YOUR OBJECTIVE
All lines in the data bearing the string "Minified" should be identified and copied.

MATERIAL PROVIDED

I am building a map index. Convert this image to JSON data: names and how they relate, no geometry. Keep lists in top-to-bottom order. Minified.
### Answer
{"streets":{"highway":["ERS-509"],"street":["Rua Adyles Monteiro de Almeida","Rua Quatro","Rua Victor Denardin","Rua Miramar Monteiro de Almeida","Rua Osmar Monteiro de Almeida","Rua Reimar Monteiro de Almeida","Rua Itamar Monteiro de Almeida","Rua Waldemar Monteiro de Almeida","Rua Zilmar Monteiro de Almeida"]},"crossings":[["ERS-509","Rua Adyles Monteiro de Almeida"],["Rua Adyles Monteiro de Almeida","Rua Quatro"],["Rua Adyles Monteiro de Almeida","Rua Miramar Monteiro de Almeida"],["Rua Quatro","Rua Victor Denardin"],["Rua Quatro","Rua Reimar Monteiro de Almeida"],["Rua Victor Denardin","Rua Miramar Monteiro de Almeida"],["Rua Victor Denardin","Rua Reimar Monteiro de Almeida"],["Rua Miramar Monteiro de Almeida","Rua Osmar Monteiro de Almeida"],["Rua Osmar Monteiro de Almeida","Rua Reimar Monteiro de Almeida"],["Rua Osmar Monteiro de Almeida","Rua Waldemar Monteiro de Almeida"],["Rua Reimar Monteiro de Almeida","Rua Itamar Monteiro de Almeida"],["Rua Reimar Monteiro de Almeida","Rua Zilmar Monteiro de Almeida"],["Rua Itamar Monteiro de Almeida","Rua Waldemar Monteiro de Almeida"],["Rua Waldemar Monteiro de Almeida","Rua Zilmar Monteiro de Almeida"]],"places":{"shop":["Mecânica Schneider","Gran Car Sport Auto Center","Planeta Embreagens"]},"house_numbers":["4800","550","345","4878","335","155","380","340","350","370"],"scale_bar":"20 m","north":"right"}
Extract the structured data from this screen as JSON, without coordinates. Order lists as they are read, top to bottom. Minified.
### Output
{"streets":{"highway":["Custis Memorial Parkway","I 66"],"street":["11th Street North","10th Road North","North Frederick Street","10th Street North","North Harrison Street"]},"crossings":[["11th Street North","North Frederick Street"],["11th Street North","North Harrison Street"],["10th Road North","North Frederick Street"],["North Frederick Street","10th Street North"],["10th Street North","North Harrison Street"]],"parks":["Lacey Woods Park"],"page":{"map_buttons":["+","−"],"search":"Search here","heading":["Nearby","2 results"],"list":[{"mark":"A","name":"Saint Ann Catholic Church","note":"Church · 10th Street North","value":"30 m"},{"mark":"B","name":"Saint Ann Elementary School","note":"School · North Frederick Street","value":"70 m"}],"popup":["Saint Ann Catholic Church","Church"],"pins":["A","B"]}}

TASK OUTPUT
I am building a map index. Convert this image to JSON data: names and how they relate, no geometry. Keep lists in top-to-bottom order. Minified.
Extract the structured data from this screen as JSON, without coordinates. Order lists as they are read, top to bottom. Minified.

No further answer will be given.